Multinomial Distribution The binomial distribution applies only to cases involving two types of outcomes, whereas the multinomial distribution involves more than two categories. Suppose we have three types of mutually exclusive outcomes denoted by A, B, and C. Let\(P\left( A \right) = {p_1}\),\(P\left( B \right) = {p_2}\)and\(P\left( C \right) = {p_3}\). In n independent trials, the probability of\({x_1}\)outcomes of type A,\({x_2}\)outcomes of type B, and\({x_3}\)outcomes of type C is given by

\[\frac{{n!}}{{\left( {{x_1}} \right)!\left( {{x_2}} \right)!\left( {{x_3}} \right)!}}{p_1}^{{x_1}} \times {p_2}^{{x_2}} \times {p_3}^{{x_3}}\]
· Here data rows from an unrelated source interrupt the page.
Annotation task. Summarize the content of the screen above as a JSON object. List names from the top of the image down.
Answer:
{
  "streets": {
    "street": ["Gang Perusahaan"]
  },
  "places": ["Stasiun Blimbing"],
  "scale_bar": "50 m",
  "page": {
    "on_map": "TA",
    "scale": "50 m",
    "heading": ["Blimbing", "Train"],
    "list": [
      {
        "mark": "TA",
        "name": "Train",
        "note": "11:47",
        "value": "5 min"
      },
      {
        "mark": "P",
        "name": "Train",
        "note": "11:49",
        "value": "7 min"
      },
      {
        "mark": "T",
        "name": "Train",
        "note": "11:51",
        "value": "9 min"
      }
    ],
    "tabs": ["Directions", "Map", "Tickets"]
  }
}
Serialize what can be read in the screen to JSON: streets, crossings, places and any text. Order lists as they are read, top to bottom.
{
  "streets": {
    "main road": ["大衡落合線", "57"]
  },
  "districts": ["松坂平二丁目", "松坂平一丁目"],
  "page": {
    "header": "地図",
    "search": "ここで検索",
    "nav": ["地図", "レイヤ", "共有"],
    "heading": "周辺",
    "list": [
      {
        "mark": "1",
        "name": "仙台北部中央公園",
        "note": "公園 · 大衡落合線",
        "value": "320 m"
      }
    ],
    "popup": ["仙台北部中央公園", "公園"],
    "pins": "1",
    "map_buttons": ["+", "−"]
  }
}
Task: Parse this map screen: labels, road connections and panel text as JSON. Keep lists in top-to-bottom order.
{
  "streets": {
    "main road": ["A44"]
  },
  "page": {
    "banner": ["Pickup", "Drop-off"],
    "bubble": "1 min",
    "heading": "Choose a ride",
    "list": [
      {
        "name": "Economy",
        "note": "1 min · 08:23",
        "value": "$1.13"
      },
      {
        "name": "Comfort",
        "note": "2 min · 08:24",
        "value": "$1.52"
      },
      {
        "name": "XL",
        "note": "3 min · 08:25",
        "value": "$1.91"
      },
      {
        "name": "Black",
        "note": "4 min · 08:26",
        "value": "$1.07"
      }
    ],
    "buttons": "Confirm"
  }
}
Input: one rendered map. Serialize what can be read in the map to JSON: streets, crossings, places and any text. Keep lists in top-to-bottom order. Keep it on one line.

A roulette wheel in the Venetian casino in Las Vegas has 18 red slots, 18 black slots, and 2 green slots. If roulette is played 15 times, find the probability of getting 7 red outcomes, 6 black outcomes, and 2 green outcomes.

A roulette wheel was played 15 times. It has 18 red slots, 18 black slots, and 2 green slots.

If a procedure involves more than two types of independent outcomes of more than 2 types of categories, then such a procedure can be modeledusing a multinomial distribution.

The number of categories is equal to the number of colorsof slots = 3.

The total number of trials (n) is equal to 38.

Let\({x_1}\)represent the number of times red slots appear.

Let\({x_2}\)represent the number of times black slots appear.

Let\({x_3}\)represent the number of times green slots appear.

Here,

\(\begin{array}{l}{x_1} = 7\\{x_2} = 6\\{x_3} = 2\end{array}\)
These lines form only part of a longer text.